Here’s more info from Trademark:

Tyler Michaels King, Understood Director, Trademark Theater Founder and Artistic Director

Trademark Theater presents the first project of their newly announced digital season: an audio play version of the company’s 2018 interpersonal/socio-political drama Understood written by local playwright Tyler Mills. The two-person, four-character play has been updated to reflect the current cultural climate with a special focus on racism and the need to examine the white perspective, as well as the nation’s political and social divisiveness.
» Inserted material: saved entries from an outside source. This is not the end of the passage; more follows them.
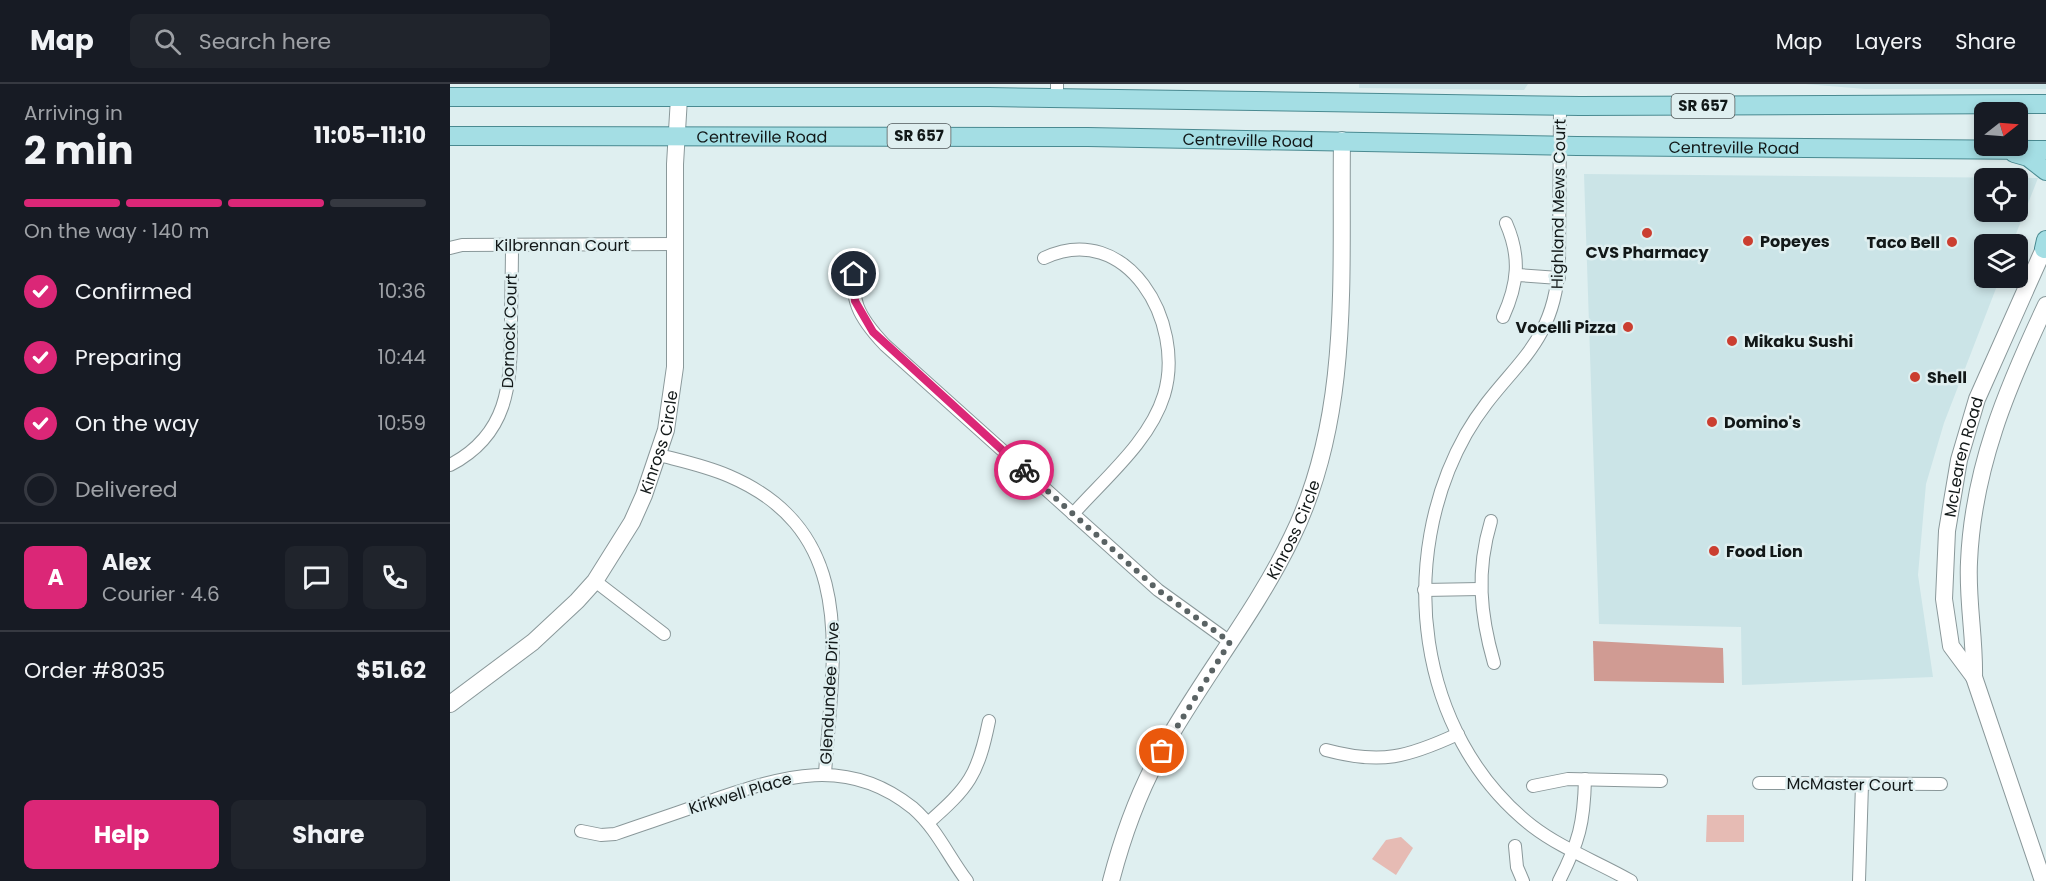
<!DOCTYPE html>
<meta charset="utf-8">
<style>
body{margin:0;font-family:Poppins,sans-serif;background:#20242c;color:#f1f3f6;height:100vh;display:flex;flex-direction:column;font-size:22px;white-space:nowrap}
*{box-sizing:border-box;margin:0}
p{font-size:20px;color:#9ea1a6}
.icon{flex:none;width:33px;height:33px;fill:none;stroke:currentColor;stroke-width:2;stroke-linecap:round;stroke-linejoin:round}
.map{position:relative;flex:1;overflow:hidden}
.side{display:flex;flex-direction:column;background:#171b24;width:450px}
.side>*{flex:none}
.needle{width:39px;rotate:73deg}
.tools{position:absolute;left:1524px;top:18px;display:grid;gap:12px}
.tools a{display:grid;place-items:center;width:54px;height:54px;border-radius:9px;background:#171b24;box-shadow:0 3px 9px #0003;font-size:30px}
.pin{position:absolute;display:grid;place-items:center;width:51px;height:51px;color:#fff;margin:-26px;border:3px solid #fff;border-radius:50%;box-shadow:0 2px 6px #0007}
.courier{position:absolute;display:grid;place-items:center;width:60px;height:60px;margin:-30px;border:4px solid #db2777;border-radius:50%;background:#fff;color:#222;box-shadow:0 2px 8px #0007}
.overview em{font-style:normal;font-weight:700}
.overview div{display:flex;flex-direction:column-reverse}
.overview{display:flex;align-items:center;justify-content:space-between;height:102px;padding:0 24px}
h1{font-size:39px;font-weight:700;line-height:45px}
.bar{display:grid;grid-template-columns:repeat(4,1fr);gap:9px 6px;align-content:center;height:72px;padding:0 24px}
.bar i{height:8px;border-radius:4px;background:#363941}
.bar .current{background:#db2777}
.bar p{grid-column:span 4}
.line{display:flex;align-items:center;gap:15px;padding:0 24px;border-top:2px solid #363941}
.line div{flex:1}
.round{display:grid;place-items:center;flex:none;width:63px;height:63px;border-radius:9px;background:#20242c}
ol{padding:0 24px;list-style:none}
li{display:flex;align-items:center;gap:18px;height:66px}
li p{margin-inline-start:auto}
li .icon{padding:6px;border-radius:50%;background:#db2777;color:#fff;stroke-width:4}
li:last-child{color:#9ea1a6}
li i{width:33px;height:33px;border:3px solid #363941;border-radius:50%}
.primary-button{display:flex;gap:12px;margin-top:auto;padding:12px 24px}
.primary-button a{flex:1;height:69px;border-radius:9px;background:#db2777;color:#fff;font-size:24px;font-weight:700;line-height:69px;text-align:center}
.primary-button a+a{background:#20242c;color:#f1f3f6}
header{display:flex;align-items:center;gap:36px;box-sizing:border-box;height:84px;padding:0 30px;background:#171b24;border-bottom:2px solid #363941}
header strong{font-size:28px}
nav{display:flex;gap:33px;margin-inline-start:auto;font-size:21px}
.search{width:420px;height:54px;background:#20242c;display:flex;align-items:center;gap:15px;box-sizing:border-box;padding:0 21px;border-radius:9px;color:#9ea1a6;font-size:22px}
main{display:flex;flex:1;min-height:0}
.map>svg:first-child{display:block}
</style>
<header>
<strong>Map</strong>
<div class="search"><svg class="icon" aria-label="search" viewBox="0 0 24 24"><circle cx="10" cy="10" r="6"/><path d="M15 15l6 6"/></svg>Search here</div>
<nav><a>Map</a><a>Layers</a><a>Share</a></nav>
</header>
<main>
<section class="side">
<div class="overview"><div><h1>2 min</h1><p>Arriving in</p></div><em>11:05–11:10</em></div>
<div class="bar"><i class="current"></i><i class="current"></i><i class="current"></i><i></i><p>On the way · 140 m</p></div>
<ol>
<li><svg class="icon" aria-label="check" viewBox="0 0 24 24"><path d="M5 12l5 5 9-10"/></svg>Confirmed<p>10:36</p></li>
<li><svg class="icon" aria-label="check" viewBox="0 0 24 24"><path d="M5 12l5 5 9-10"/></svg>Preparing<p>10:44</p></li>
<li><svg class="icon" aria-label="check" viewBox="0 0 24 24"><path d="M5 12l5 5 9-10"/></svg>On the way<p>10:59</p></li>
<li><i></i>Delivered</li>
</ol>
<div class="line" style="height:108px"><b class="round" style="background:#db2777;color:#fff">A</b><div><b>Alex</b><p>Courier · 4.6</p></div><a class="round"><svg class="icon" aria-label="chat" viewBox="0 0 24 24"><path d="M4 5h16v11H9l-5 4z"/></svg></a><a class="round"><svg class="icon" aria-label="phone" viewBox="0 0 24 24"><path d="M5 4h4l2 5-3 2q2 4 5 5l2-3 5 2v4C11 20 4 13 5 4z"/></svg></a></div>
<div class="line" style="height:78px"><div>Order #8035</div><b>$51.62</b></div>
<div class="primary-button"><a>Help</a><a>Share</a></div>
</section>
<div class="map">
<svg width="1596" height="797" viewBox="0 0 1596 797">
<rect width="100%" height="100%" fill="#dfeff0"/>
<g fill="#cbe4e7" fill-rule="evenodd">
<polygon points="909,0 1078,0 1074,6 909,4"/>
<polygon points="1355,0 1596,0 1596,5 1415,5"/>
<path d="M 1134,90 L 1588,94 L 1562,160 L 1534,160 L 1534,194 L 1550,194 L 1494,339 L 1476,400 L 1468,491 L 1483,593 L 1292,601 L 1291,543 L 1149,540 ZM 1534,94 L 1568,94 L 1568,128 L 1534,128 Z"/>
</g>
<g fill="#e6bbb4">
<polygon points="1257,731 1294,731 1294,758 1256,758"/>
<polygon points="951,753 963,764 946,791 922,775 936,756"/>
</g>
<polygon fill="#d09b93" points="1143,557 1273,564 1274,599 1144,597"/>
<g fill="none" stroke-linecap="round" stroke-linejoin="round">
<g stroke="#8a989a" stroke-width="14">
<g id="street">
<polyline points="607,14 607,0"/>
<path d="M 1110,22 L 1109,180 C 1104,268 1055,282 1016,350 C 946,474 965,650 1082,742 C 1112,765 1148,778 1181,797"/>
<polyline points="0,164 12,161 225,160"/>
<path d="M 594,174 C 677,135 736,239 714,311 C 700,357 655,394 623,430"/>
<path d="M 409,177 C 395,212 411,236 435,261 L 708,506 L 780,558"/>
<polyline points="1068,191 1109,194"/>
<path d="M 1053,233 C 1068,200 1071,173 1056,139"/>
<path d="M 209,371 C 232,377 256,382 279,392 C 412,449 382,575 375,690"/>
<path d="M 0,381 C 58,351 61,301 61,244 C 61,216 62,189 62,161"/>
<path d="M 1041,437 C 1026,487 1030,530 1044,579"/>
<polyline points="145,497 214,550"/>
<polyline points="974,506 1030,505"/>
<path d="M 876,666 C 931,681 958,673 1008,650"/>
<polyline points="1309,699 1491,700"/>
<polyline points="1083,702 1118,695 1211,697"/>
<path d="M 478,739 C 519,703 528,691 539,637"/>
<path d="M 131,747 L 151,751 L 165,750 C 196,739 228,729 260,717 C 331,693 396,670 463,724 C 487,745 498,772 517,797"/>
<polyline points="1065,762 1067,783 1073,797"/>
<path d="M 1109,797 C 1129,758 1134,739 1135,695"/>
<polyline points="1409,797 1412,700"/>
</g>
</g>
<g stroke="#8a989a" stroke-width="18">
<g id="secondary">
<path id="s1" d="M 1524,593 L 1501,562 L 1494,515 L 1497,447 L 1509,376 L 1527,315 L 1596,160"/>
<path id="s2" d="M 0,620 L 83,558 L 127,517 L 145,497 L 182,438 L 194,411 L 216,346 L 225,283 L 225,80 L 229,14"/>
<path id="s3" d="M 661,797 C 673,751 689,707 712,666 C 752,594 806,528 842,453 C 902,330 890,190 892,56"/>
<path d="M 1593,797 L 1524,593 C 1525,554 1517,517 1519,478 C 1523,384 1557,304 1596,221"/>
</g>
</g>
<g stroke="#4a8a91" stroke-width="20">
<g id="primary">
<polyline points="0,13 539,13 1130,22 1596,20"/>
<path id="s4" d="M 0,52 L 638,53 L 1127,62 L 1596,66"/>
<polyline points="1564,69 1578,73 1596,87"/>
<polyline points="1594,165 1596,156"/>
</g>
</g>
<use href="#street" stroke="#fff" stroke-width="12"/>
<use href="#secondary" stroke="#fff" stroke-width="16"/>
<use href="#primary" stroke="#a4dee4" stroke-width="18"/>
</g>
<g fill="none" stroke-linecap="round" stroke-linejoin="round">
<polyline stroke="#5a6364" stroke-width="6" stroke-dasharray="0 10.8" points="574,386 708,506 780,558 712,667"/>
<polyline stroke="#db2777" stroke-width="8" points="404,190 405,217 423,248 574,386"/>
</g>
<g fill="#cb3e30" stroke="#dfeff0" stroke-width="2">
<circle cx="1197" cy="149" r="6"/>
<circle cx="1298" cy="157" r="6"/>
<circle cx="1502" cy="158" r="6"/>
<circle cx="1178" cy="243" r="6"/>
<circle cx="1282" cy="257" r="6"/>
<circle cx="1465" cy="293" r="6"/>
<circle cx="1262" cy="338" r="6"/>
<circle cx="1264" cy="467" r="6"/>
</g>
<g text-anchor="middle" stroke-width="5" stroke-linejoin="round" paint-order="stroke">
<g fill="#dfeff0" stroke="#505859" stroke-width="1.5">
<rect x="1221.5" y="10" width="63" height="24" rx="4.5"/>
<rect x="437.5" y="40" width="63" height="24" rx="4.5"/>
</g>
<g font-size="15" font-weight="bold" fill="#121818">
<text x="1253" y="27">SR 657</text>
<text x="469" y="57">SR 657</text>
</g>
<g font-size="16" fill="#121818" stroke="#dfeff0">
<text dy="6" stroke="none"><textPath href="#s4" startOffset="312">Centreville Road</textPath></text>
<text dy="6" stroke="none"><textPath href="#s4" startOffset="798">Centreville Road</textPath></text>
<text dy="6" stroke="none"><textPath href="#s4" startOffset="1284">Centreville Road</textPath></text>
<text transform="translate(1108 120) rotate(-89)" y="6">Highland Mews Court</text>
<text x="112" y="167">Kilbrennan Court</text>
<text transform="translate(59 247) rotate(-88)" y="6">Dornock Court</text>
<text dy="6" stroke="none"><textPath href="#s2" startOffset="345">Kinross Circle</textPath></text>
<text dy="6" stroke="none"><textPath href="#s1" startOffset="230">McLearen Road</textPath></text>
<text dy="6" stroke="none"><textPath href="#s3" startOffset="398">Kinross Circle</textPath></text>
<text transform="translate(379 609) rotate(-87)" y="6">Glendundee Drive</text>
<text transform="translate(1400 700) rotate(1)" y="6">McMaster Court</text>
<text transform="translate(290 709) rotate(-17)" y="6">Kirkwell Place</text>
</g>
<g font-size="16" font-weight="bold" fill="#121818" stroke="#dfeff0" text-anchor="start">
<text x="1310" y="163">Popeyes</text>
<text x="1490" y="164" text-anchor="end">Taco Bell</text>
<text x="1197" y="174" text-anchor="middle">CVS Pharmacy</text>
<text x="1166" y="249" text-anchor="end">Vocelli Pizza</text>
<text x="1294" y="263">Mikaku Sushi</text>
<text x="1477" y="299">Shell</text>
<text x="1274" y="344">Domino's</text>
<text x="1276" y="473">Food Lion</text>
</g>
</g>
</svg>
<div class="tools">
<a><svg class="needle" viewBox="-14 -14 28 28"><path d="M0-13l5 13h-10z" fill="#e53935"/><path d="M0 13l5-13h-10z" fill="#9ea1a6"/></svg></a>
<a><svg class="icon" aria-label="locate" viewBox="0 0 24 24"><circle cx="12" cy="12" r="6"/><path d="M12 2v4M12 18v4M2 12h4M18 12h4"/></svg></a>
<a><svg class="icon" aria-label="layers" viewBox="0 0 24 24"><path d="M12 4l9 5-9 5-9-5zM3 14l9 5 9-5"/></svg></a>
</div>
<div class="pin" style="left:712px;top:667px;background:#ea580c"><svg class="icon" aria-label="bag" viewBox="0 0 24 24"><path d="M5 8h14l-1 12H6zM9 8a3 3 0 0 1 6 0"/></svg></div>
<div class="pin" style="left:404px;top:190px;background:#1f2937"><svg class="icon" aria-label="home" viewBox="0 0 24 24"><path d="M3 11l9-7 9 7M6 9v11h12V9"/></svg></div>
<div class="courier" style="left:574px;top:386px"><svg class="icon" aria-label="bike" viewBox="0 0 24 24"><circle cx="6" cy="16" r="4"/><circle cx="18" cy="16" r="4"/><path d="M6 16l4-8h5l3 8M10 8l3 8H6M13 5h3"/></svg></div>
</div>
</main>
The audio play is directed by Trademark’s Artistic Director Tyler Michaels King with sound design by Katharine Horowitz and features performances by Sasha Andreev and Adelin Phelps. The audio play will stream on Trademark’s website from October 1st through November 4th, the day after the presidential election. Pay-what-you-choose tickets ($0-$50) are now available on the Trademark Website event page.

Tune into this quality production, and, if possible, find someone who will listen with you, either in the same room, or in separate spaces, and use this play to have those difficult conversations. If you do, you might let out a little of that steam, slowly, gently, and not in an explosive moment of rage. Or, you might rage, but in a safer, contained way, with a trusted person.

Go. Create. Inspire!

Journaling Prompt: What topics are hard for you to discuss in a rational, calm way?